_WORK TASK:_
Your task is to filter the data below down to the lines holding "water".

_INPUT FOR THIS TASK:_
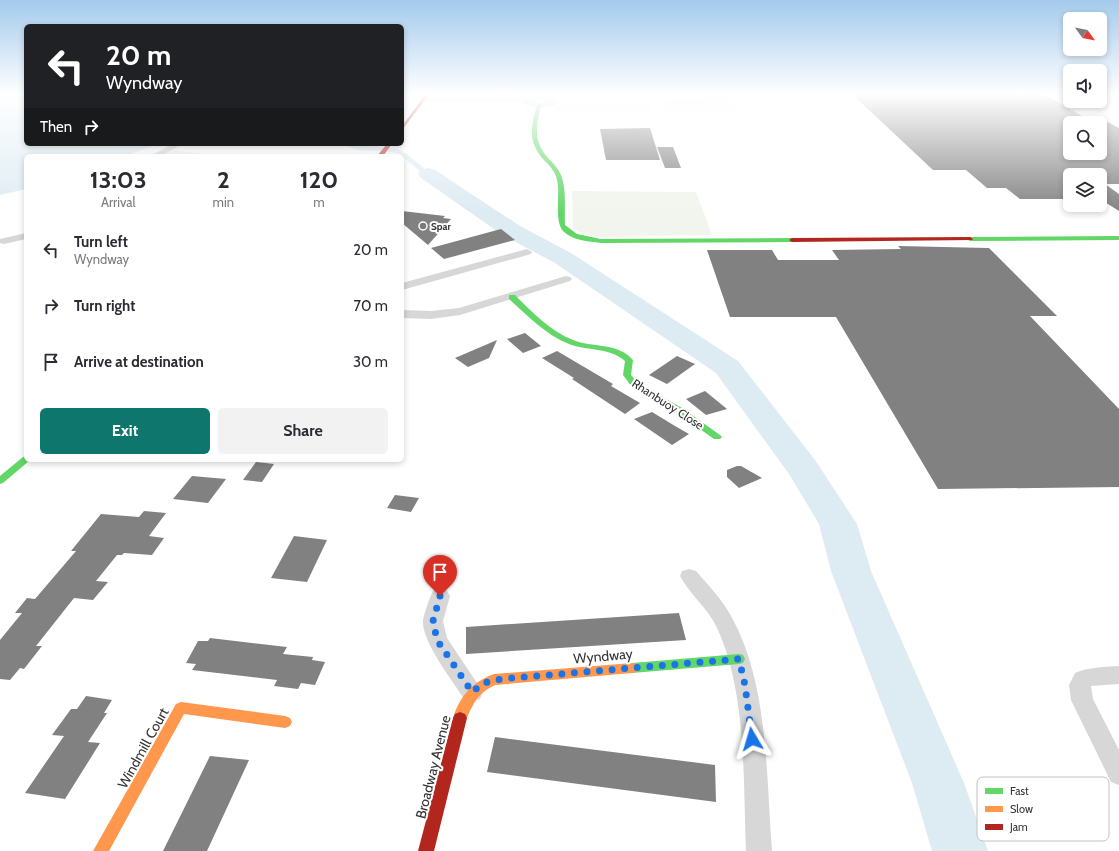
<!DOCTYPE html>
<style>
:root{--surface:#fff;--page:#f2f2f3;--text:#2b2b33;--muted:#7c7c81;--accent:#0f766e}
body{margin:0;font-family:Cabin,sans-serif;background:var(--page);color:var(--text);height:100vh;display:flex;flex-direction:column;font-size:15px;white-space:nowrap}
*{box-sizing:border-box;margin:0}
p{font-size:13px;color:var(--muted)}
.icon{flex:none;width:22px;height:22px;fill:none;stroke:currentColor;stroke-width:2;stroke-linecap:round;stroke-linejoin:round}
.map{position:relative;flex:1;overflow:hidden}
.panel{position:absolute;left:24px;top:154px;width:380px;height:308px;display:flex;flex-direction:column;background:var(--surface);border-radius:6px;box-shadow:0 2px 6px #0003}
.panel>*{flex:none}
.hud{position:absolute;left:24px;top:24px;width:380px;height:122px;border-radius:6px;box-shadow:0 2px 6px #0003;background:#202124;color:#fff;overflow:hidden}
.needle{width:26px;rotate:123deg}
.controls{position:absolute;left:1063px;top:12px;display:grid;gap:8px}
.controls a{display:grid;place-items:center;width:44px;height:44px;border-radius:6px;background:var(--surface);box-shadow:0 2px 6px #0003;font-size:20px}
.pin{position:absolute;display:grid;place-items:center;width:34px;height:34px;color:#fff;margin:-41px -17px;border-radius:50% 50% 50% 0;rotate:-45deg;box-shadow:0 0 4px #0007}
.pin .icon{rotate:45deg}
.me{position:absolute;width:44px;margin:-22px;rotate:353deg;stroke-linejoin:round;filter:drop-shadow(0 0 3px #0008)}
.turn{display:flex;align-items:center;gap:14px;height:84px;padding:0 16px;font-size:18px}
.turn .icon{width:52px;height:52px;stroke-width:2.5}
.turn b{display:block;font-size:28px;line-height:34px}
.then{display:flex;align-items:center;height:38px;padding:0 16px;background:#0003;gap:8px;font-size:15px}
.eta{display:flex;justify-content:space-evenly;align-items:center;height:68px;text-align:center}
.eta b{font-size:24px;font-weight:700;line-height:28px}
.action{display:flex;gap:8px;margin-top:auto;padding:8px 16px}
.action a{flex:1;height:46px;border-radius:6px;background:var(--accent);color:#fff;font-size:16px;font-weight:700;line-height:46px;text-align:center}
.action a+a{background:var(--page);color:var(--text)}
ul{padding:0;list-style:none}
li{display:flex;align-items:center;gap:12px;height:56px;padding:0 16px}
li div{flex:1}
li b{display:block;font-size:15px}
li em{font-style:normal}
.map>svg:first-child{display:block}
.green{fill:#f1f5ed}
.water{fill:#ddebf3}
.lines{fill:none;stroke-linecap:round;stroke-linejoin:round}
.river{fill:#ddebf3;fill-rule:evenodd}
.building{fill:#818181}
.street{fill:#d7d7d7;fill-rule:evenodd}
.fast{fill:#63d668;fill-rule:evenodd}
.slow{fill:#ff974d;fill-rule:evenodd}
.jam{fill:#b3261e;fill-rule:evenodd}
.route{stroke:#1a73e8;stroke-width:7;stroke-dasharray:0 12.6}
.poi-dot{fill:#7a7a7a;stroke:#fff;stroke-width:1.5}
.labels{text-anchor:middle;dominant-baseline:central;stroke-width:4;stroke-linejoin:round;paint-order:stroke}
.far-poi-label{font-size:10px;font-weight:bold;fill:#333;stroke:#fff;text-anchor:start}
.street-label{font-size:12px;fill:#333;stroke:#fff}
.near-street-label{font-size:14px;fill:#333;stroke:#fff}
.key{fill:#fff;stroke:#c2c2c2;stroke-width:1}
.key-label{font-size:11px;fill:#333}
</style>
<div class="map">
<svg width="1119" height="851" viewBox="0 0 1119 851">
<rect width="100%" height="100%" fill="#fff"/>
<!-- green -->
<g class="green">
<polygon points="719,95 731,97 736,111 666,110 661,101"/>
<polygon points="647,102 654,111 553,111 566,103"/>
<polygon points="174,150 210,155 162,156"/>
<polygon points="572,191 696,192 712,235 597,237 583,234 573,229"/>
</g>
<!-- water -->
<g class="water">
<polygon points="0,95 26,95 26,144 158,144 124,156 26,156 26,189 0,195"/>
<path d="M344,144h11l47,6 28,23 -4,2c-9,-5 -24,-20 -30,-22 -16,-4 -38,1 -52,-9z"/>
</g>
<g class="lines">
<!-- river -->
<polygon class="river" points="428,168 435,170 520,226 571,253 738,361 815,460 857,524 871,571 964,783 988,851 932,851 912,783 831,571 819,524 789,474 716,373 555,263 504,236 421,178 418,174 421,170"/>
</g>
<!-- building -->
<g class="building">
<polygon points="853,95 1046,95 1094,123 1070,123 1070,153 1100,153 1100,118 1119,128 1119,184 1105,184 1119,194 1119,211 1100,199 1100,175 1070,175 1070,199 1020,199 1006,188 987,188 966,170 933,170"/>
<polygon points="650,128 660,160 606,160 600,129"/>
<polygon points="657,147 673,147 681,168 665,168"/>
<polygon points="402,211 445,216 443,218 451,219 428,245 402,223"/>
<polygon points="501,229 515,240 444,259 431,248"/>
<polygon points="898,246 989,248 1057,316 1030,316 1119,409 1119,487 938,489 836,317 730,317 707,250 772,250 778,260 839,260 832,250 901,249"/>
<polygon points="525,333 541,346 523,353 507,339"/>
<polygon points="497,340 489,358 468,367 455,358"/>
<polygon points="557,351 613,384 611,386 640,403 625,414 572,379 574,378 542,358"/>
<polygon points="677,356 695,364 667,384 649,375"/>
<polygon points="705,391 727,409 706,415 686,399"/>
<polygon points="652,412 675,426 689,434 672,445 634,419"/>
<polygon points="256,462 274,464 262,482 243,480"/>
<polygon points="737,466 741,466 762,478 739,488 727,477 727,470"/>
<polygon points="192,476 226,479 208,503 173,499"/>
<polygon points="395,495 419,498 411,512 387,508"/>
<polygon points="144,511 166,513 149,536 164,538 152,555 124,553 122,555 117,555 96,581 108,582 93,600 74,598 36,646 42,646 24,669 20,668 10,680 0,679 0,640 22,613 15,613 27,598 35,599 76,551 71,551 101,514 139,517"/>
<polygon points="294,536 327,540 307,582 271,578"/>
<polygon points="679,613 686,640 466,654 466,627"/>
<polygon points="210,638 287,647 283,654 313,657 312,660 325,662 315,685 301,683 298,689 274,686 277,680 192,670 196,664 186,663 198,641 208,641"/>
<polygon points="86,696 112,700 104,713 107,713 88,742 100,743 65,799 25,793 64,736 52,735 71,709 77,709"/>
<polygon points="495,737 715,765 716,802 487,772"/>
<polygon points="210,756 249,760 207,851 163,851"/>
</g>
<g class="lines">
<!-- street -->
<g class="street">
<path d="M533,95h15l8,3 3,4c-10,8 -26,6 -37,2v-3h-97l-4,-2 4,-2h101zM542,98l9,3 -11,2 -10,-2z"/>
<polygon points="173,144 183,144 161,156 150,156"/>
<polygon points="26,233 26,239 4,244 0,243 0,239"/>
<polygon points="527,249 532,252 531,254 402,290 402,283"/>
<polygon points="566,276 570,277 572,279 570,281 460,315 431,319 402,318 402,310 431,311 459,308"/>
<path d="M689,569l7,2c12,14 26,28 35,45 38,68 35,160 41,235h-26c-3,-70 1,-159 -29,-223 -9,-20 -27,-33 -37,-52l2,-5z"/>
<path d="M440,588l7,3 3,5 -7,25 4,17 36,54 -3,7 -8,2 -8,-2c-11,-18 -43,-58 -41,-79 2,-9 6,-21 10,-29z"/>
<path d="M1119,666v18l-28,2 2,13 26,51v35l-8,-3 -40,-82 -2,-15 6,-12c14,-6 28,-6 44,-7z"/>
</g>
<!-- fast -->
<g class="fast">
<path d="M539,104l2,1c-5,20 -8,36 7,53 5,5 10,10 13,17 6,15 3,34 4,50l12,9 24,5 191,-1 3,2 -3,2 -191,1c-13,-2 -28,-2 -38,-12 -8,-9 -4,-33 -5,-45 -1,-12 -6,-18 -14,-26 -17,-19 -13,-33 -7,-55z"/>
<polygon points="1119,236 1119,240 970,241 967,239 970,237"/>
<path d="M509,295h6c17,17 35,36 58,45 19,8 45,2 60,20l-2,15 7,8 44,25 38,27 2,2 -2,2h-6l-38,-27 -44,-25 -9,-12 2,-14c-16,-14 -38,-10 -56,-17 -23,-9 -42,-29 -60,-45z"/>
<polygon points="26,456 26,460 30,460 29,461 3,483 0,484 0,476 23,457"/>
<polygon points="739,654 743,655 745,659 743,663 739,664 632,673 628,672 626,668 628,664 632,663"/>
</g>
<!-- slow -->
<g class="slow">
<path d="M632,663l4,1 2,4 -2,4 -4,1 -137,12c-19,9 -22,20 -30,37l-5,2 -5,-2 -2,-4c7,-22 19,-36 41,-44z"/>
<polygon points="181,702 285,716 290,718 292,722 290,726 285,728 184,714 109,851 93,851 176,704"/>
</g>
<!-- jam -->
<g class="jam">
<polygon points="425,95 429,95 402,130 402,126"/>
<polygon points="387,144 392,144 383,156 377,156"/>
<polygon points="970,237 973,239 972,240 792,242 789,240 792,238"/>
<polygon points="460,712 465,714 467,718 434,851 418,851 453,718 455,714"/>
</g>
</g>
<!-- sky -->
<linearGradient id="sky" x2="0" y2="1"><stop stop-color="#a3caec"/><stop offset="0.44" stop-color="#fff"/><stop offset="1" stop-color="#fff" stop-opacity="0"/></linearGradient>
<rect width="1119" height="214" fill="url(#sky)"/>
<g class="lines">
<!-- route -->
<polyline class="route" points="440,596 433,621 437,640 472,692 484,683 501,679 739,659 745,685 752,739"/>
</g>
<!-- markers -->
<circle class="poi-dot" cx="423" cy="226" r="4"/>
<g class="labels">
<!-- far-poi labels -->
<g class="far-poi-label">
<text x="431" y="226">Spar</text>
</g>
<!-- street labels -->
<g class="street-label">
<text transform="translate(668 404) rotate(33)">Rhanbuoy Close</text>
</g>
<!-- near-street labels -->
<g class="near-street-label">
<text transform="translate(603 656) rotate(-5)">Wyndway</text>
<text transform="translate(143 748) rotate(-61)">Windmill Court</text>
<text transform="translate(433 767) rotate(-76)">Broadway Avenue</text>
</g>
</g>
<!-- legend -->
<rect x="977" y="777" width="132" height="64" rx="6" class="key"/>
<rect x="985" y="788" width="18" height="6" fill="#63d668"/>
<rect x="985" y="806" width="18" height="6" fill="#ff974d"/>
<rect x="985" y="824" width="18" height="6" fill="#b3261e"/>
<g class="key-label">
<text x="1010" y="795">Fast</text>
<text x="1010" y="813">Slow</text>
<text x="1010" y="831">Jam</text>
</g>
</svg>
<div class="controls">
<a><svg class="needle" viewBox="-14 -14 28 28"><path d="M0-13l5 13h-10z" fill="#e53935"/><path d="M0 13l5-13h-10z" fill="#7c7c81"/></svg></a>
<a><svg class="icon" aria-label="sound" viewBox="0 0 24 24"><path d="M4 9h4l5-4v14l-5-4H4zM17 9q2 3 0 6"/></svg></a>
<a><svg class="icon" aria-label="search" viewBox="0 0 24 24"><circle cx="10" cy="10" r="6"/><path d="M15 15l6 6"/></svg></a>
<a><svg class="icon" aria-label="layers" viewBox="0 0 24 24"><path d="M12 4l9 5-9 5-9-5zM3 14l9 5 9-5"/></svg></a>
</div>
<div class="pin" style="left:440px;top:596px;background:#d93025"><svg class="icon" aria-label="arrive" viewBox="0 0 24 24"><path d="M6 21V4h12l-3 4 3 4H6"/></svg></div>
<svg class="me" style="left:752px;top:739px" viewBox="-20 -20 40 40"><path d="M0-17L14 15 0 8-14 15z" fill="#1a73e8" stroke="#fff" stroke-width="4"/></svg>
<div class="hud">
<div class="turn"><svg class="icon" aria-label="left" viewBox="0 0 24 24"><path d="M17 20v-9H6M10 6l-5 5 5 5"/></svg><div><b>20 m</b>Wyndway</div></div>
<div class="then">Then<svg class="icon" aria-label="right" viewBox="0 0 24 24"><path d="M7 20v-9h11M14 6l5 5-5 5"/></svg></div>
</div>
<section class="panel">
<div class="eta">
<div><b>13:03</b><p>Arrival</p></div>
<div><b>2</b><p>min</p></div>
<div><b>120</b><p>m</p></div>
</div>
<ul>
<li><svg class="icon" aria-label="left" viewBox="0 0 24 24"><path d="M17 20v-9H6M10 6l-5 5 5 5"/></svg><div><b>Turn left</b><p>Wyndway</p></div><em>20 m</em></li>
<li><svg class="icon" aria-label="right" viewBox="0 0 24 24"><path d="M7 20v-9h11M14 6l5 5-5 5"/></svg><div><b>Turn right</b></div><em>70 m</em></li>
<li><svg class="icon" aria-label="arrive" viewBox="0 0 24 24"><path d="M6 21V4h12l-3 4 3 4H6"/></svg><div><b>Arrive at destination</b></div><em>30 m</em></li>
</ul>
<div class="action"><a>Exit</a><a>Share</a></div>
</section>
</div>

_RESULT BELOW:_
.water{fill:#ddebf3}
<!-- water -->
<g class="water">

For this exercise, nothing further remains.